13. Audit Committee Independence
•This committee is responsible for the financial
matters of the firm
•For effectiveness, it should be made up of non-
executive directors/independent directors
•Audit committee independence reduces fraud
14. Financial Expertise of Audit Committee Members
Knowledge in accounting and finance is key to the audit
committee’s work
Experience in auditing helps in effective control evaluation
decisions that are consistent with the requirements of the
external auditors
External auditors consider the information provided by
Audit committee with financial expertise more reliable
15. Audit Committee Meetings
• Do frequent meetings of the audit
committee have any significance?
•Frequent meetings:
•Prevent earnings management
•Promote financial disclosures
16. Size of the Audit Committee
The number of audit committee members could influence
the committee’s efficiency and productivity
A minimum of three directors is recommended
Bigger size has been found to correlate with effective
control over the reporting process
However, bigger size can lead to social loafing
17. Audit Committee Charter
•This is the policy document that spells out the mandate
of the audit committee. It spells out the role, structure,
and composition of the audit committee
•It provides a clear vision of the necessary responsibilities
and duties of the audit committee
•It improves the flow of information between the audit
committee, the internal auditor, external auditor, and
management
18. Identity of External Auditor
•Who the external auditors of the firm are is one of the
important elements of the financial control dimension of
the firm.
•Evidence exists that companies with a Big Six auditor have
a higher level of disclosure. Pittman and Fortin (2004)
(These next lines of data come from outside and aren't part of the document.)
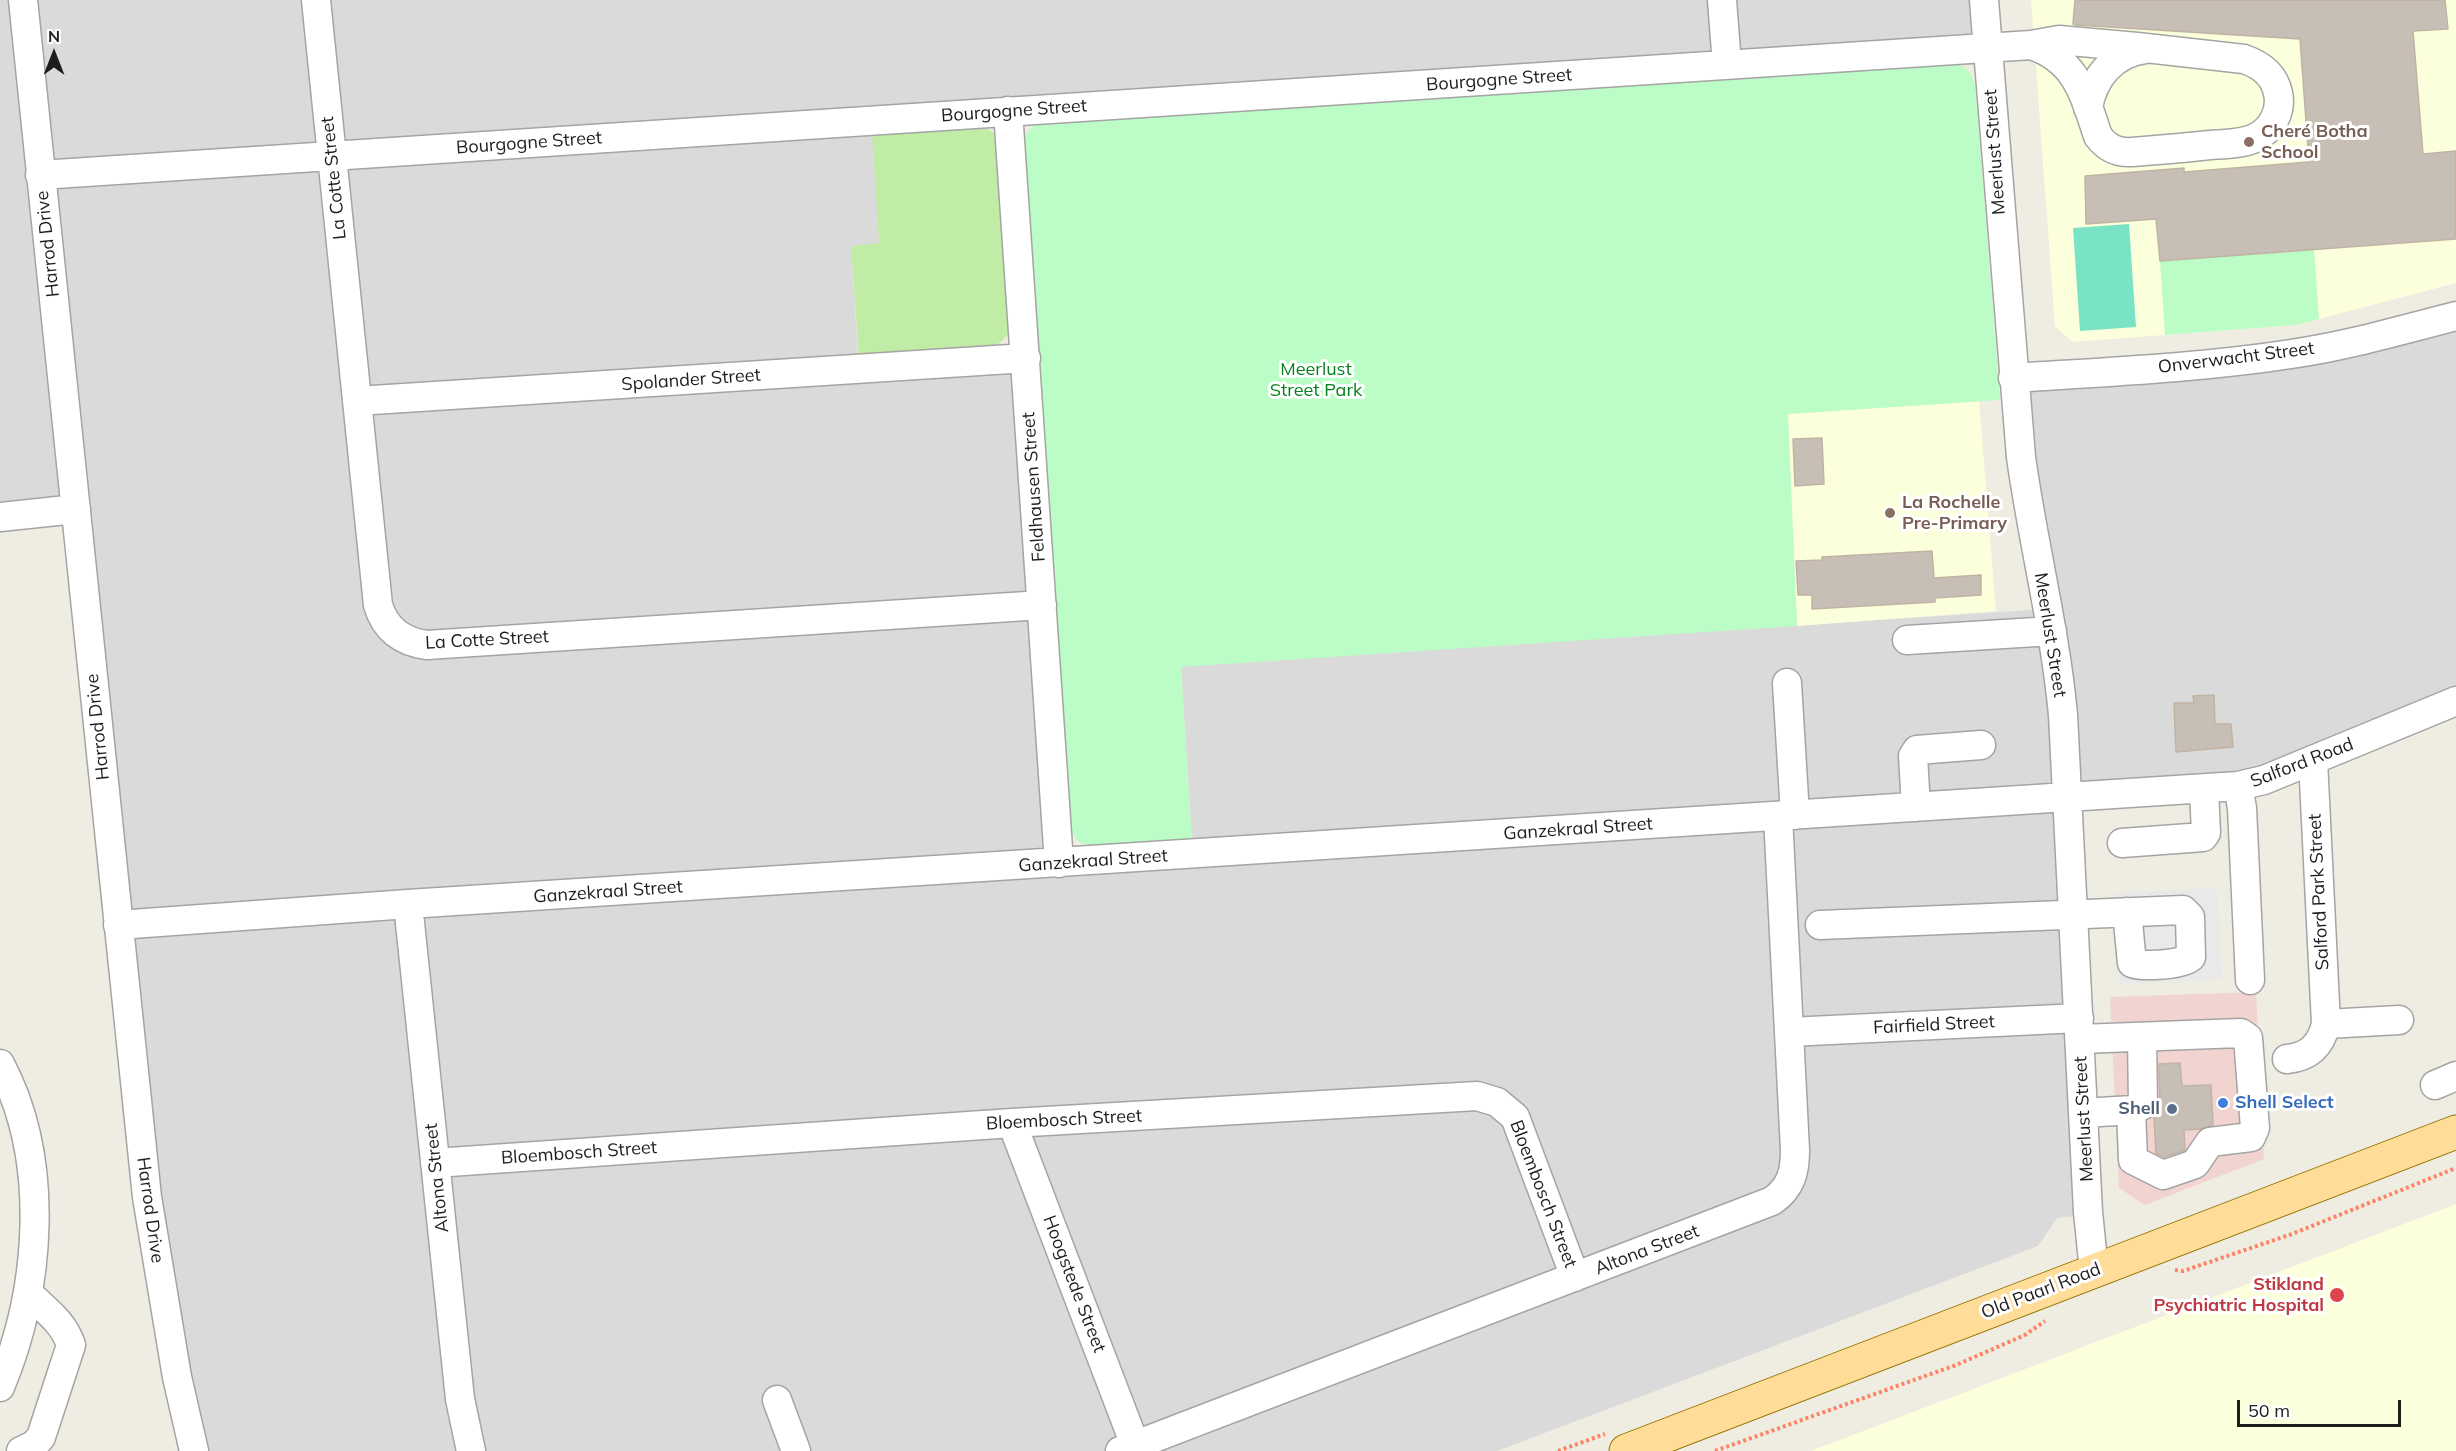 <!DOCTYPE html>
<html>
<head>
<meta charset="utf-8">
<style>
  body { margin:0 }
  #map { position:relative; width:2456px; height:1451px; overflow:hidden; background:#efece2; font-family:Mulish,sans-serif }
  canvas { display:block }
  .north { position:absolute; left:24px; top:24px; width:60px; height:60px; -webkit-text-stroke:4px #fff; paint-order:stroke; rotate:0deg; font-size:16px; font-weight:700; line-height:24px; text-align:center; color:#1d1d1d }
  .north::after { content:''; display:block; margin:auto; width:21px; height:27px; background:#1d1d1d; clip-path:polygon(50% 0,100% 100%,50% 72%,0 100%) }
  .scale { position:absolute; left:2237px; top:1400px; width:164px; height:27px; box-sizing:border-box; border:3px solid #1d1d1d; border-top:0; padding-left:8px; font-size:18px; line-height:21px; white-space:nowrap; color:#1d1d1d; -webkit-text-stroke:4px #fff; paint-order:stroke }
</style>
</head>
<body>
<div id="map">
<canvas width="2456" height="1451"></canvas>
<div class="north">N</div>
<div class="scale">50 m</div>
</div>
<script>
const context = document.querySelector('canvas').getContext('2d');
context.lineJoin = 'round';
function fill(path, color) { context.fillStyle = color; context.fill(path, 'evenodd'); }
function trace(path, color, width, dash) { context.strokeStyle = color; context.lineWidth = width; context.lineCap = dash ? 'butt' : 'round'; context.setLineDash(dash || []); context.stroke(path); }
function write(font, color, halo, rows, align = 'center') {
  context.font = font + ' Mulish,sans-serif'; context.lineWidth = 6; context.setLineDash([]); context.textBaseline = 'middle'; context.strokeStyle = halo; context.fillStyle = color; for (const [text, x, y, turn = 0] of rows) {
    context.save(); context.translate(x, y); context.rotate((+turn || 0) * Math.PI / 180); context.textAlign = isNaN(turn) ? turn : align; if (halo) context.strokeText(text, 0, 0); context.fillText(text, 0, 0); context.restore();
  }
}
fill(new Path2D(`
  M 0,0 L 1982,0 L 1986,49 L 872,121 L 879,244 L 851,246 L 859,369 L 1024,360 L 1058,864 L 1193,856 L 1181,666 L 2046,609 L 2012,381 L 2456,318 L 2456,705 L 2253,785 L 2067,800 L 2087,1215 L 2057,1218 L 2038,1246 L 1497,1451 L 191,1451 L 73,511 L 0,518 Z`), '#dbdada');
fill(new Path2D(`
  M 2256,992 L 2264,1159 L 2145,1205 L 2119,1188 L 2110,997 Z`), '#f1d4d0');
fill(new Path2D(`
  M 2031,0 L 2456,0 L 2456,283 L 2296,325 L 2072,342 L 2055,326 Z
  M 1979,401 L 1996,611 L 1797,626 L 1788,414 Z
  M 2456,1204 L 2456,1451 L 1811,1451 L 1981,1386 Z`), '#fcffdb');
fill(new Path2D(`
  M 982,126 L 993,132 L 997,139 L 1009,334 L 996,346 L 859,359 L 851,246 L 879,243 L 872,133 Z`), '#c1eca5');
fill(new Path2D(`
  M 1953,62 C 1965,66 1973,72 1975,85 L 2000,400 L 1788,414 L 1797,626 L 1181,667 L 1192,841 L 1092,846 L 1079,842 L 1069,830 L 1023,145 L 1024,136 L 1035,124 Z
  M 2314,249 L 2319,319 L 2296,325 L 2165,335 L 2160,261 Z`), '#bcfcc7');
fill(new Path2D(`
  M 2129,224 L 2136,327 L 2080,331 L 2073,228 Z`), '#7be3c5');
fill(new Path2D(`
  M 2217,888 L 2222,979 L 2120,984 L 2115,893 Z`), '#e9e9e9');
const building = new Path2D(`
  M 2075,0 L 2445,0 L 2448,29 L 2413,31 L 2423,154 L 2456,151 L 2456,239 L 2160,261 L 2156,219 L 2086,224 L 2085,176 L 2184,168 L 2184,172 L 2309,162 L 2300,39 L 2076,25 L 2073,24 Z
  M 1822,438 L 1824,484 L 1795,486 L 1793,439 Z
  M 1932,551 L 1934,578 L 1981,575 L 1981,595 L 1935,598 L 1935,602 L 1812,609 L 1812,595 L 1798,595 L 1796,561 L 1822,560 L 1822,557 Z
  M 2214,695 L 2215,724 L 2231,724 L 2233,747 L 2176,752 L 2174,703 L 2194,703 L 2193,696 Z
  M 2180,1063 L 2182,1086 L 2211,1085 L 2213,1125 L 2200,1129 L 2184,1130 L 2185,1150 L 2164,1157 L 2156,1153 L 2154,1117 L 2160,1105 L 2159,1064 Z`);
fill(building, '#c7bfb5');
trace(building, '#c1b3a4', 1.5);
const minor = new Path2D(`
  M 23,0 L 147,1197 L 177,1377 L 194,1451
  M 316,0 L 378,605 C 385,629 402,642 427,645 L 1042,605
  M 1722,0 L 1727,65
  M 1984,0 L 2021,457 C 2033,544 2055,628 2063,715 L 2088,1212 L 2094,1271
  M 2088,108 C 2093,78 2113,53 2145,49
  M 1008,111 L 1059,863
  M 40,175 L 2031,45 L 2059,40 L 2137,47 L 2244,59 C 2261,65 2274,74 2278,93 C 2282,111 2272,130 2255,138 C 2242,144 2225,144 2210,145 C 2184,148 2158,150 2132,152 C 2117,153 2107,148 2098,136 C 2084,95 2077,60 2031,45
  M 2013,378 C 2106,372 2200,368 2291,354 C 2347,346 2401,330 2456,316
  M 357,401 L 1026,358
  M 0,517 L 76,509
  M 1907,640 L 2052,631
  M 1787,683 L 1795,815
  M 2238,786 L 2242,808 L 2250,980
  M 1916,807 L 1913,756 L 1917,750 L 1981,745
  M 2122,843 L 2203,837 L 2206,833 L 2204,789
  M 408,904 L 460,1399 L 471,1451
  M 118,925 L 408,904 L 2238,786 L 2264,780 L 2456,701
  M 1820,925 L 2183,910 L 2190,917 L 2191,957 C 2183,965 2142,967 2132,963 L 2127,912
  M 2326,1024 L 2399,1020
  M 1789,1032 L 2079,1018
  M 2080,1039 L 2241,1033 L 2248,1038 L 2255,1128 L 2251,1137 L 2210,1142 L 2195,1164 L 2163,1175 L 2133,1160 L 2131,1110
  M 2287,1059 C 2309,1057 2321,1045 2326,1024 L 2313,760
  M 0,1064 C 51,1160 41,1289 0,1387
  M 2435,1085 L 2456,1076
  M 2083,1113 L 2133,1110 L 2143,1105 L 2142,1037
  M 1012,1123 L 1135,1445
  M 435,1163 L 1012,1123 L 1477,1096 L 1497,1102 L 1515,1117 L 1575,1277
  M 777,1400 L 796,1451
  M 21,1451 L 34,1445 L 41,1437 L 71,1345 C 63,1321 45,1310 28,1293
  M 1120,1451 L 1772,1201 C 1791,1188 1795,1172 1795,1150 L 1778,816`);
const major = new Path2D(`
  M 1626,1451 L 2456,1132`);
trace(minor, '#a4a4a4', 31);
trace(major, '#967300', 35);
trace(new Path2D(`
  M 2175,1270 L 2183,1271 L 2292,1234 L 2456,1168
  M 1558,1451 L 1605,1434
  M 1715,1451 L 1956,1365 L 2025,1335 L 2045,1321`), '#ff8263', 4, [3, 3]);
trace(minor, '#fff', 28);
trace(major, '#ffdc97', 33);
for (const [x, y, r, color] of [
  [2249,142,6,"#8d6e63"],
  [1890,513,6,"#8d6e63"],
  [2223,1103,6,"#3f7fe0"],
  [2172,1109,6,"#5c6f8a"],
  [2337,1295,8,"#e0444e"]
]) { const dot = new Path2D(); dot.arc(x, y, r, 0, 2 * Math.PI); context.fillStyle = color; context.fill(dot); trace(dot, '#fff', 2); }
write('18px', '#1d1d1d', '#fff', [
  ["Bourgogne Street",1499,80,-4],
  ["Bourgogne Street",1014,111,-4],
  ["Bourgogne Street",529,143,-4],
  ["Meerlust Street",1995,152,-94],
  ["La Cotte Street",334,178,-96],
  ["Harrod Drive",48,244,-96],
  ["Onverwacht Street",2236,358,-7],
  ["Spolander Street",691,380,-4],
  ["Feldhausen Street",1034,487,-94],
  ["Meerlust Street",2050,635,81],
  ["La Cotte Street",487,640,-3],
  ["Harrod Drive",98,727,-96],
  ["Salford Road",2302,763,-21],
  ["Ganzekraal Street",1578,829,-4],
  ["Ganzekraal Street",1093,861,-4],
  ["Ganzekraal Street",608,892,-4],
  ["Salford Park Street",2319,892,-93],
  ["Fairfield Street",1934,1025,-3],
  ["Meerlust Street",2084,1119,-93],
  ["Bloembosch Street",1064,1120,-3],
  ["Bloembosch Street",579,1153,-4],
  ["Altona Street",437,1178,-96],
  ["Bloembosch Street",1543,1194,69],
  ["Harrod Drive",150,1210,82],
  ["Altona Street",1647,1250,-21],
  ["Hoogstede Street",1074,1284,69],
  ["Old Paarl Road",2041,1291,-21]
]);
write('bold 18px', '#785e54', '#fff', [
  ["Cheré Botha",2261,132],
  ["School",2261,153],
  ["La Rochelle",1902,503],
  ["Pre-Primary",1902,524]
], 'left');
write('18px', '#06801c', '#fff', [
  ["Meerlust",1316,370],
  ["Street Park",1316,391]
]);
write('bold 18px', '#366cbe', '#fff', [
  ["Shell Select",2235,1103]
], 'left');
write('bold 18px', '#4e5e75', '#fff', [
  ["Shell",2160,1109]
], 'right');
write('bold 18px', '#be3a42', '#fff', [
  ["Stikland",2324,1285],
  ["Psychiatric Hospital",2324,1306]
], 'right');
</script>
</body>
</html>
show that companies audited by a Big Six auditor have a
lower cost of debt.
19. EQUITY CONTROL
This refers to how the shares or stock of the
company are distributed to ensure the mitigation
of the agency costs. Under this subsection we are
looking at two elements: block holders and insider
ownership of shares.
20. Block holders
•Block holders are owners of a large amount of a company's shares
and/or bonds, or block. In terms of shares, these owners are
often able to influence the company with the voting rights
attached to their shares.
•Presence of block holders can:
•Restrict expropriation of minority shareholders
•Promote effective monitoring of management
•Increase firm value
•However, it can undermine minority interests
21. Insider Ownership
•Stock ownership by managers and directors can
align the interests of both agents and principals.
Jensen (1993) finds that insider ownership increases
company performance.
•Some studies have found the relationship between
firm performance and insider ownership to be non-
linear
22. Insider Ownership Cont’d
•Kole (1995) suggests that managerial
ownership could affect company value
differently, depending on company size.